Required work:
All lines holding the word "white" should be located in the records and copied.
=== Section Start ===
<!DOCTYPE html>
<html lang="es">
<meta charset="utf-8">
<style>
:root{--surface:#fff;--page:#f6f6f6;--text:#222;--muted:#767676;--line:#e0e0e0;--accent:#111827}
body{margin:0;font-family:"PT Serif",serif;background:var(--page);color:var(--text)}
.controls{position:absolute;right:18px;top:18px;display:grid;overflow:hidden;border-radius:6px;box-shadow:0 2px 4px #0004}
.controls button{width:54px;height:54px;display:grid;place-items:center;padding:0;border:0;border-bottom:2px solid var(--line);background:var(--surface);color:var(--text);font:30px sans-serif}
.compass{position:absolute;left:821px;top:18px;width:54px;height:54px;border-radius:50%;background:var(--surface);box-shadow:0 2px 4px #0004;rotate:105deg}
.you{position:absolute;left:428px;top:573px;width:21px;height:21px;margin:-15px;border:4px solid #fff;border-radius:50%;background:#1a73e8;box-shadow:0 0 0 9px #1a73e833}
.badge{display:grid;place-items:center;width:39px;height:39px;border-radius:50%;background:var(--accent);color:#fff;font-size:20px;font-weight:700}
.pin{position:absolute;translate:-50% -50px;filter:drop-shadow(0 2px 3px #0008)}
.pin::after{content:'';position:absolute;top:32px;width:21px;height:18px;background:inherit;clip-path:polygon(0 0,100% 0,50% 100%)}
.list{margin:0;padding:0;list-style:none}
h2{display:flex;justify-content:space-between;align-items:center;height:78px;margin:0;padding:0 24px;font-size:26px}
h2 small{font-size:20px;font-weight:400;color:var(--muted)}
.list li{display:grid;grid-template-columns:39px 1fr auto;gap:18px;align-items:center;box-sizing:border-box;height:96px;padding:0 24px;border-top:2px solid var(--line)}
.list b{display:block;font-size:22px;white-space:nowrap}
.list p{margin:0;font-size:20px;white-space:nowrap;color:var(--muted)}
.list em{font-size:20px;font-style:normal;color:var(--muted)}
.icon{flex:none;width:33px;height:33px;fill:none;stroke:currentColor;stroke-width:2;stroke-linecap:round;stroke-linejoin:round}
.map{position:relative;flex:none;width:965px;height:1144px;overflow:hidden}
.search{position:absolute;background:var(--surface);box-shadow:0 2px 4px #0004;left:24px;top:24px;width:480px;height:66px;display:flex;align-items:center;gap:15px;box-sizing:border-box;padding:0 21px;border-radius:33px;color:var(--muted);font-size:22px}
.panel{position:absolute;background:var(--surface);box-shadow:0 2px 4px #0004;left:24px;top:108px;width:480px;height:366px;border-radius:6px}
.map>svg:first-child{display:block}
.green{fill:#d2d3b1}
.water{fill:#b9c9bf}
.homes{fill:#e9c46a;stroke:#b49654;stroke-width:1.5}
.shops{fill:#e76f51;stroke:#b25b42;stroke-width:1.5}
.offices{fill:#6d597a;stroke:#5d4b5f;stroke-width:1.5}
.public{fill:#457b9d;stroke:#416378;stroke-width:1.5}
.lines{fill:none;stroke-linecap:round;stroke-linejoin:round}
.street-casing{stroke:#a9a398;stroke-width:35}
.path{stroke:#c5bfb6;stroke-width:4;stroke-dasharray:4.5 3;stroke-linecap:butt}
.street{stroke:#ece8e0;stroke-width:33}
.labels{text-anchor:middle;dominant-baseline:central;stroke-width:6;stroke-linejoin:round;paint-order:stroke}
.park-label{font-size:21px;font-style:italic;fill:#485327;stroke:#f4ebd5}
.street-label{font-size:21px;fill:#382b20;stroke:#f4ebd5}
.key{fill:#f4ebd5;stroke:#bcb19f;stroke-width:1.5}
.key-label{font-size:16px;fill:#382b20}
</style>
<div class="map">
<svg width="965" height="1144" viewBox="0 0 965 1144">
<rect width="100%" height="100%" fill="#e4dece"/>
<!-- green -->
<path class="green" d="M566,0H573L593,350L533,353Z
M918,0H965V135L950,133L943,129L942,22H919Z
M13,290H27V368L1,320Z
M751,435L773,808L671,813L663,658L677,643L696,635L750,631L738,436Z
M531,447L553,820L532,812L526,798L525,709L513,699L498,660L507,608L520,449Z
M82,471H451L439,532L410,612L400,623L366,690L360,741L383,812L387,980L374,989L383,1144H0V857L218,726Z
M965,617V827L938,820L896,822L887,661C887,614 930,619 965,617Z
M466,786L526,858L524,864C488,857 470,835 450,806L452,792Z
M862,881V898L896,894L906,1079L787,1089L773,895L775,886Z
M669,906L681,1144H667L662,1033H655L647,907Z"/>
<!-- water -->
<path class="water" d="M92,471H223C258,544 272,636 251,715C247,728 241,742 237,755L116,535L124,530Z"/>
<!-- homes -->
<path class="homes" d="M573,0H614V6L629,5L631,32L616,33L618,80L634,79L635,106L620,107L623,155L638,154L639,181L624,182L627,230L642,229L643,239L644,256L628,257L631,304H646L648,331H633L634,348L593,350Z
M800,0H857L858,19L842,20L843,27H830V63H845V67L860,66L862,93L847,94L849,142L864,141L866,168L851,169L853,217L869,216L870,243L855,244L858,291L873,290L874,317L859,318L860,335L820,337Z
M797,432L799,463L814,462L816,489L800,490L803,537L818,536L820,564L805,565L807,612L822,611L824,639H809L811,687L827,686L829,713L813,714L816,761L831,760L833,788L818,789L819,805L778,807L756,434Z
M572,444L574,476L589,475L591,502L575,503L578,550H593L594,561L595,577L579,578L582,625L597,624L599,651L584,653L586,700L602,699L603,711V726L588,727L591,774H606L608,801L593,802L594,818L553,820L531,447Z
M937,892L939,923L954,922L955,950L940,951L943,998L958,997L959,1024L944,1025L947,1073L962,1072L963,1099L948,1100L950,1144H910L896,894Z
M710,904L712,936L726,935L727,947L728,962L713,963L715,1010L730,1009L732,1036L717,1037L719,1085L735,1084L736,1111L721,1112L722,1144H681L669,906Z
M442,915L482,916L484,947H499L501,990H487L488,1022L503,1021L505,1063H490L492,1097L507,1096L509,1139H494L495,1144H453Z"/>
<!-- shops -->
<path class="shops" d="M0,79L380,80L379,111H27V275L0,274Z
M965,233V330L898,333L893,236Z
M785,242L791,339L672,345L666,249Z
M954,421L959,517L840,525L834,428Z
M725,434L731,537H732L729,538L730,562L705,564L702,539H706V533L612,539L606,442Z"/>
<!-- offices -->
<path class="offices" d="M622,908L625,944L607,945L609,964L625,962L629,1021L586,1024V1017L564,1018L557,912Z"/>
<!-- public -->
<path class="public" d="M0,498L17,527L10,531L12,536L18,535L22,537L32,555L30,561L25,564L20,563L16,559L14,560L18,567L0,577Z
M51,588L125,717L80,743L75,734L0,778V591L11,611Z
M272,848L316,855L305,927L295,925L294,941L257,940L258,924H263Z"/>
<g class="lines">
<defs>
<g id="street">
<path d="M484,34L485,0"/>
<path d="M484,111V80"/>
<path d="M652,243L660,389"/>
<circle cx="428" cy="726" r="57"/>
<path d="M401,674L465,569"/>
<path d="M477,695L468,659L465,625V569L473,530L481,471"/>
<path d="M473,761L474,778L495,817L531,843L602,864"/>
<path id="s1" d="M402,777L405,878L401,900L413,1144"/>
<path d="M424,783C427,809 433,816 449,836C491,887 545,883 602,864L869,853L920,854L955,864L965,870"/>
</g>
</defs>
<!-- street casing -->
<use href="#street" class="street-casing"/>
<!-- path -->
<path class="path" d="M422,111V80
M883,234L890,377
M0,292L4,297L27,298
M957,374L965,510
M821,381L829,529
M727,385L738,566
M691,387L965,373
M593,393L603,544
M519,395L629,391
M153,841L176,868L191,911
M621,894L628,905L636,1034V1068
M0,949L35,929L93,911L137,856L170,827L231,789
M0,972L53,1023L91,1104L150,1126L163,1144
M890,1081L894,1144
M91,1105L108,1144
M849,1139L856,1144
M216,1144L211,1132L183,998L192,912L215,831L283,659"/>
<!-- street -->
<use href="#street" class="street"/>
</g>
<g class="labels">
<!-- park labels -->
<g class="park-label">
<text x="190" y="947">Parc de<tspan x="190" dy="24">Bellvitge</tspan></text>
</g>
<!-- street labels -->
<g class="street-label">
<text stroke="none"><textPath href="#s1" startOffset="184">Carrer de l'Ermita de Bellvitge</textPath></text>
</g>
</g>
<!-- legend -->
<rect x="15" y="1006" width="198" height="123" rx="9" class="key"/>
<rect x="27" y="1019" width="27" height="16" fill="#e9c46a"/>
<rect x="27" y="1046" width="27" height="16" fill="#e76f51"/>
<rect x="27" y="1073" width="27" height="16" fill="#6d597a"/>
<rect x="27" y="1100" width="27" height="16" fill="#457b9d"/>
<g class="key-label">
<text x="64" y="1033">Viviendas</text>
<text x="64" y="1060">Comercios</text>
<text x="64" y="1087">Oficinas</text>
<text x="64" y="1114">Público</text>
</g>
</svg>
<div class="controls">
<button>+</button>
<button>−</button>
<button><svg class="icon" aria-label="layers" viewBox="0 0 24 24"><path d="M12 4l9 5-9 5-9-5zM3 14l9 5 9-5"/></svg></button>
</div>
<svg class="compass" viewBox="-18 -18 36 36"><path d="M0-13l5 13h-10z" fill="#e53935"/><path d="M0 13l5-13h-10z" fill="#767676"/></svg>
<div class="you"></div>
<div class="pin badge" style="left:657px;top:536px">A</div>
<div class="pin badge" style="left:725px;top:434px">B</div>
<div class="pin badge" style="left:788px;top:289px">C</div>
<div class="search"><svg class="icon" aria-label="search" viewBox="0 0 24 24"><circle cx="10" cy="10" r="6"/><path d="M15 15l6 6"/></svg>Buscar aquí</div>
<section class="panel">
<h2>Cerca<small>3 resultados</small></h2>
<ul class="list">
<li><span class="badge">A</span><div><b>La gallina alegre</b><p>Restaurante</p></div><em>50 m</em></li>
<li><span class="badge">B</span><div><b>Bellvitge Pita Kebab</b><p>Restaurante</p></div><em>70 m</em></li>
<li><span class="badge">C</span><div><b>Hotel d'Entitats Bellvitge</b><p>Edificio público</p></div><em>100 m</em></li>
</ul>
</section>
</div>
=== Section End ===
Result of the task:
.list b{display:block;font-size:22px;white-space:nowrap}
.list p{margin:0;font-size:20px;white-space:nowrap;color:var(--muted)}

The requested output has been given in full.